“Total confirms the withdrawal of all its personnel from the Mozambique LNG project in (the) Afungi peninsula. This situation leads Total, as the operator of the Mozambique LNG project, to declare force majeure,” the company said in a statement on Monday. (04.26.2021). The French oil group thus confirmed the suspension of its gigantic gas project in northeastern Mozambique, interrupted after a jihadist attack in early April.
The declaration of “force majeure” is adduced when exceptional conditions prevent the continuation of a work and the execution of related contracts. The company expressed its solidarity with the local government and population and hoped that the action taken by the country’s authorities and its regional and international partners will allow the restoration of lasting stability in the province of Cabo Delgado.

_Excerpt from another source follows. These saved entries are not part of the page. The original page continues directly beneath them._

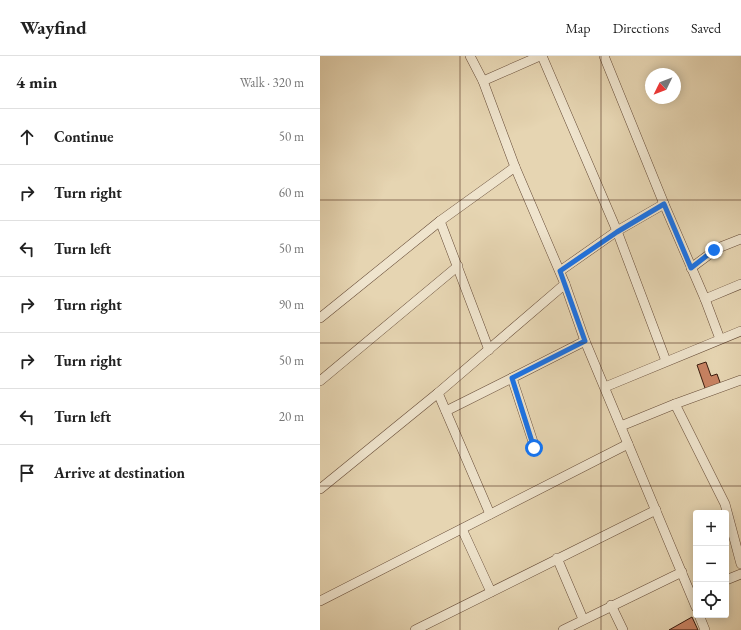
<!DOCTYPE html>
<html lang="en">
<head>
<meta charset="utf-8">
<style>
	:root { --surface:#fff; --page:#f2f2f2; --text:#222; --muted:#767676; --line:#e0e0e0 }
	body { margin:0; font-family:"EB Garamond",serif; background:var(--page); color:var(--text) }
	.controls { position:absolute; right:12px; bottom:12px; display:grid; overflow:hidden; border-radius:4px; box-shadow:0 2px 10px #0003 }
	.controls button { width:36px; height:36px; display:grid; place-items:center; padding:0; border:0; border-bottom:1px solid var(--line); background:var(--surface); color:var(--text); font:20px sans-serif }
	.compass { position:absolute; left:325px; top:12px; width:36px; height:36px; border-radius:50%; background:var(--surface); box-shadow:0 2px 10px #0003; rotate:227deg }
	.stop { position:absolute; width:12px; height:12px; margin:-9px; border:3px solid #1a73e8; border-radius:50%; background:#fff }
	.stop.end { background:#1a73e8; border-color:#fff; box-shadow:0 1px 4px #0008 }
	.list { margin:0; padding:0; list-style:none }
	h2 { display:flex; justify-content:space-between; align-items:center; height:52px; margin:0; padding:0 16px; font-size:17px }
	h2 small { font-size:13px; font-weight:400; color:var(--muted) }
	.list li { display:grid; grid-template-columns:26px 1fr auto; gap:12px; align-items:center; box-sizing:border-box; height:56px; padding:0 16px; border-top:1px solid var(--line) }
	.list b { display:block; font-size:15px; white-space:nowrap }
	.list em { font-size:13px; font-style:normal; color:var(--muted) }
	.icon { flex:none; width:22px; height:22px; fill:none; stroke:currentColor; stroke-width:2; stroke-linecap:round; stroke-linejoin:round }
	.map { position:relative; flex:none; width:421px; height:574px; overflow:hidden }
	header { display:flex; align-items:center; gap:24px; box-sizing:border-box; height:56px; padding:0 20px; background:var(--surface); border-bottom:1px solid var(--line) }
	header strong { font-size:19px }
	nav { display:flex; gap:22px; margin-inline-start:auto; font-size:14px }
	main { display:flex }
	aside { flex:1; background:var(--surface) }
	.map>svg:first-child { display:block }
	.building { fill:#c88262; stroke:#3a1b0d }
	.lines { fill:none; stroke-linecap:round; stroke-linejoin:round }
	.minor-casing { stroke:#654a36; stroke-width:10 }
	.minor { stroke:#efe4cd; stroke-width:9 }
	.route { stroke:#1a73e8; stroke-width:5 }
	.grid { fill:none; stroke:#3a1b0d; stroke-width:1; stroke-opacity:0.55 }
</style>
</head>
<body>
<header>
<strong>Wayfind</strong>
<nav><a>Map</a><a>Directions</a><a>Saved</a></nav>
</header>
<main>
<aside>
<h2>4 min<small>Walk · 320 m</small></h2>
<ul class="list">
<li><svg class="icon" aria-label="ahead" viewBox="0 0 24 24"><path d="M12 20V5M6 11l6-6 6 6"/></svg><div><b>Continue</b></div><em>50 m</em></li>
<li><svg class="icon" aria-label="right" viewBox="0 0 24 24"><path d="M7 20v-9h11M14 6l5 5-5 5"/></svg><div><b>Turn right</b></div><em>60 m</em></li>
<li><svg class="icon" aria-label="left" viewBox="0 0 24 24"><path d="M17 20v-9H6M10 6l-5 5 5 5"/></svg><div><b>Turn left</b></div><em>50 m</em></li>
<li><svg class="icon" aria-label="right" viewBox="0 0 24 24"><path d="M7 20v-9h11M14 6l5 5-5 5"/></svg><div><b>Turn right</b></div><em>90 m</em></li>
<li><svg class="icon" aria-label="right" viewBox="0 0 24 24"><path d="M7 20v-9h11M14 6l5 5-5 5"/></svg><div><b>Turn right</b></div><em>50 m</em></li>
<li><svg class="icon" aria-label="left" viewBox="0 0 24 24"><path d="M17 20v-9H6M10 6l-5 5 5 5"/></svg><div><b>Turn left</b></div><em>20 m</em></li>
<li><svg class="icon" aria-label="arrive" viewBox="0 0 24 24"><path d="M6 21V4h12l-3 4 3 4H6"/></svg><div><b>Arrive at destination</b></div></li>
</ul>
</aside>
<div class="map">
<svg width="421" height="574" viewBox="0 0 421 574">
	<rect width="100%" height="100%" fill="#e6d5b2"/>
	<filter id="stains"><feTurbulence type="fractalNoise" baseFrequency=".005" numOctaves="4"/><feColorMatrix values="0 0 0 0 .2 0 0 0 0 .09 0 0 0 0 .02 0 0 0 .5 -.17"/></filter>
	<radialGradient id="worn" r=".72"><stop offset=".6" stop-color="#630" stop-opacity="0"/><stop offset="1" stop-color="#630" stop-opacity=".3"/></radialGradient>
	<g class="building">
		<path d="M386,306l5,14 6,-2 4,11 -15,6 -9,-26z"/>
		<path d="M372,561l6,13h-29z"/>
	</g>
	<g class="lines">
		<g class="minor-casing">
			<g id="minor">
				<path d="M150,0l13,25 32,86 50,117 20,57 111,266"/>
				<path d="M222,0l75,175 49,130"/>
				<path d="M284,0l60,148 41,95 15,40"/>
				<path d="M163,25l57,-25"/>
				<path d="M120,165l49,129"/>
				<path d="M371,212l27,-20 23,-9"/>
				<path d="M240,215l57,-40 47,-27"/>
				<path d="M385,243l36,-15"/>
				<path d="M0,262l120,-97 75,-54"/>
				<path d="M0,325l138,-115"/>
				<path d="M285,331l136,-56"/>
				<path d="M118,337l52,121"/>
				<path d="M355,348l50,100 16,60"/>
				<path d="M126,355l66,-33"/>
				<path d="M301,370l54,-22 66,-24"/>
				<path d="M215,392l-23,-70 73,-37"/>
				<path d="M0,433l118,-96 127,-109"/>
				<path d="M142,473l29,63"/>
				<path d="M237,502l26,61"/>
				<path d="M406,524l15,-6"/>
				<path d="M0,545l308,-157"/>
				<path d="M291,549l12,25"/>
				<path d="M379,559l6,15"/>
				<path d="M95,574l241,-120"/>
				<path d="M243,574l119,-58"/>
			</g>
		</g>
		<use href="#minor" class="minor"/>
	</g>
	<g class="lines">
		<path class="route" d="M214,392l-22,-70 73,-37 -25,-70 57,-39 47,-28 27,64 23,-18"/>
	</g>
	<path class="grid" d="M140,0v574M281,0v574M0,144h421M0,287h421M0,430h421"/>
	<rect width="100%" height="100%" filter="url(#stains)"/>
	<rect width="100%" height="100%" fill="url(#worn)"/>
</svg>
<div class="controls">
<button>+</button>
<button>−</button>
<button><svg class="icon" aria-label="locate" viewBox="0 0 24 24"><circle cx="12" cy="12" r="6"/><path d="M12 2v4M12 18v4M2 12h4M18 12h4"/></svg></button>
</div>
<svg class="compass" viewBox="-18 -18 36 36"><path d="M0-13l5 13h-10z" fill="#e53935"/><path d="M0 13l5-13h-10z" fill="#767676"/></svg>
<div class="stop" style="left:214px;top:392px"></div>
<div class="stop end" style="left:394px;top:194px"></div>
</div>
</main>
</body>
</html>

Mozambique’s main business organization announced on April 21 the suspension of contracts signed by the French oil giant with at least two construction companies. Total halted this project in early April after armed groups attacked the nearby port city of Palma on March 24, killing dozens of people.
Attack in Palma after announcement of the reactivation of the works
The siege on the city took place shortly after Total and the government of Mozambican President Filipe Nyusi announced that they would “soon” resume construction activities on the project in Afungi “with the implementation of additional security measures.” On March 27, however, the company announced the suspension of the reactivation of that project and reduced its workforce in the area to a minimum, from which it has now confirmed a complete withdrawal.
The attack was claimed by the jihadist group Islamic State (IS). The Mozambique LNG project, led by Total within a consortium, represents a total investment of 20,000 million euros (24,000 million dollars). The jihadist organization Al Shabab, unrelated to the Somalia group of the same name, has been terrorizing northern Mozambique since 2017, causing thousands of deaths and nearly 700,000 displaced citizens to date.
The Mozambique LNG project to build a natural gas liquefaction plant with a capacity of 13.1 million tons per year in that African country had obtained funding of 14.9 billion dollars, as announced by Total last July. The financing agreement, the largest for a project of this type in Africa, according to the company, was closed with loans signed by eight export credit agencies, 19 commercial banks and the African Development Bank.